All across the Universe, massive stars collapse and die.
From core-collapse supernovae, neutron stars and black holes form.
Stars and gas directly collapse, forming black holes.
Finally, neutron star mergers create black holes, too.
These black holes roam the Universe, devouring whatever matter contacts their event horizons.
Inspiraling, merging objects emit gravitational waves, allowing black hole detections terrestrially.
We also detect the X-rays emitted by black holes feeding off of binary companions.
These X-ray binaries, traditionally, have revealed the closest black holes: several thousands of light-years distant.
However, two other methods hold promise: microlensing and black hole-star binaries with detached orbits.

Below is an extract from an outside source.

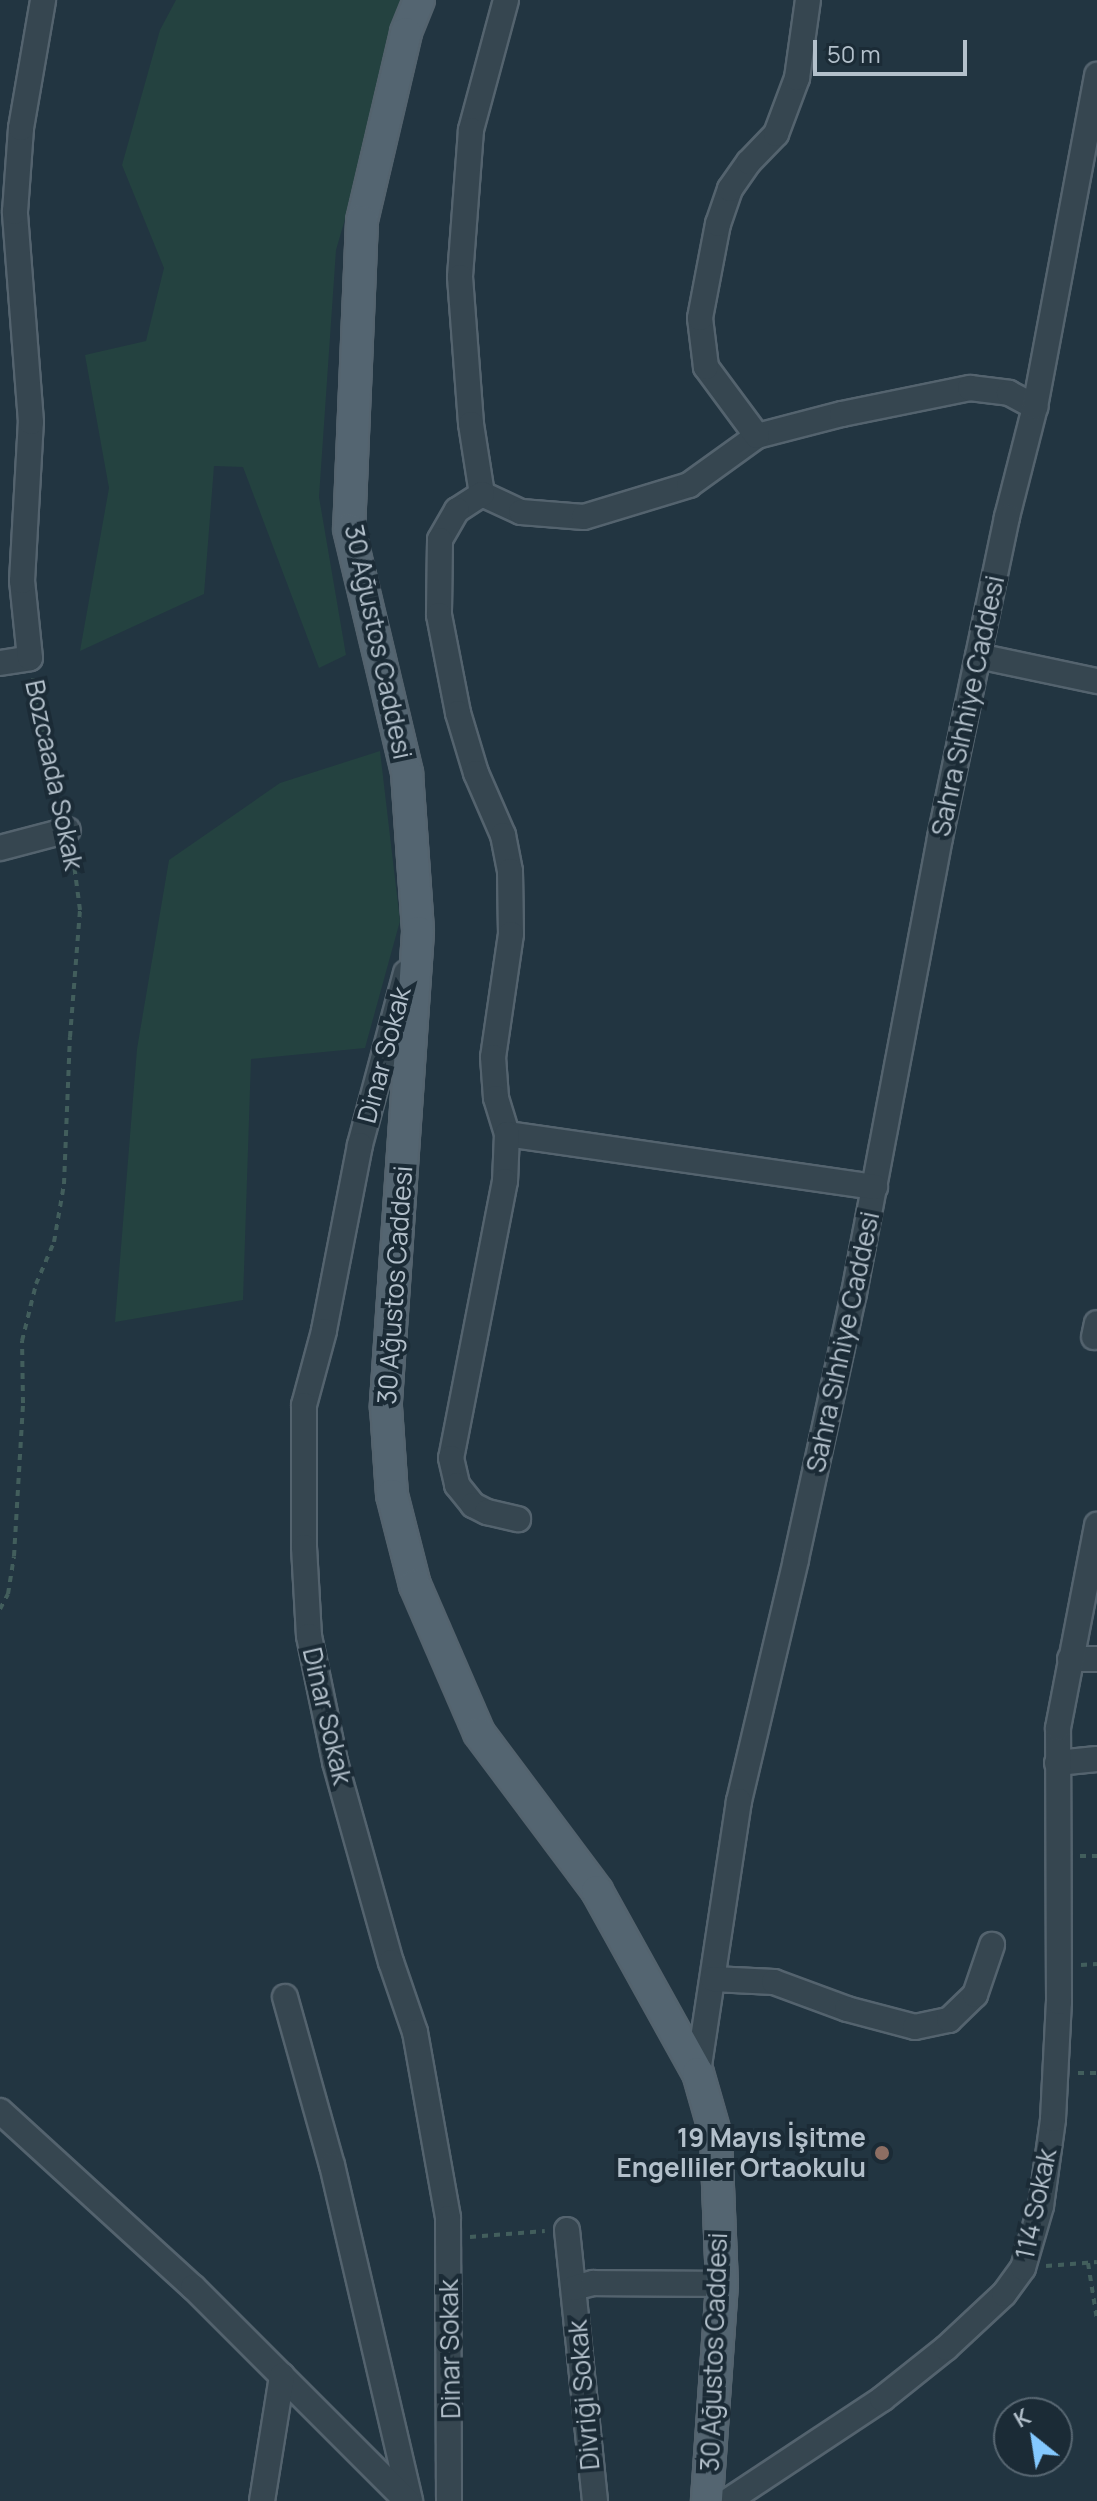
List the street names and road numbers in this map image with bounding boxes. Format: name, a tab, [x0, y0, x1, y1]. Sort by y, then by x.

Microlensing occurs whenever a mass intervenes between a luminous object and ourselves.
The characteristic brightening pattern reveals the interloper’s mass and other properties.
Meanwhile, black holes orbiting normal stars will influence the star’s observed motion and position.
By tracking a star’s redshift-and-blueshift over time, a candidate companion’s mass can be uncovered.
Observing its changing position over time should match the companion candidate’s predictions, confirming its partner.
The ESA’s Gaia mission leveraged this method, discovering today’s nearest black hole: Gaia BH1.
Just 1560 light-years away, this record is temporary.
Upcoming missions, like Nancy Roman, should reveal even closer black holes.
Mostly Mute Monday tells an astronomical story in images, visuals, and no more than 200 words. Talk less; smile more.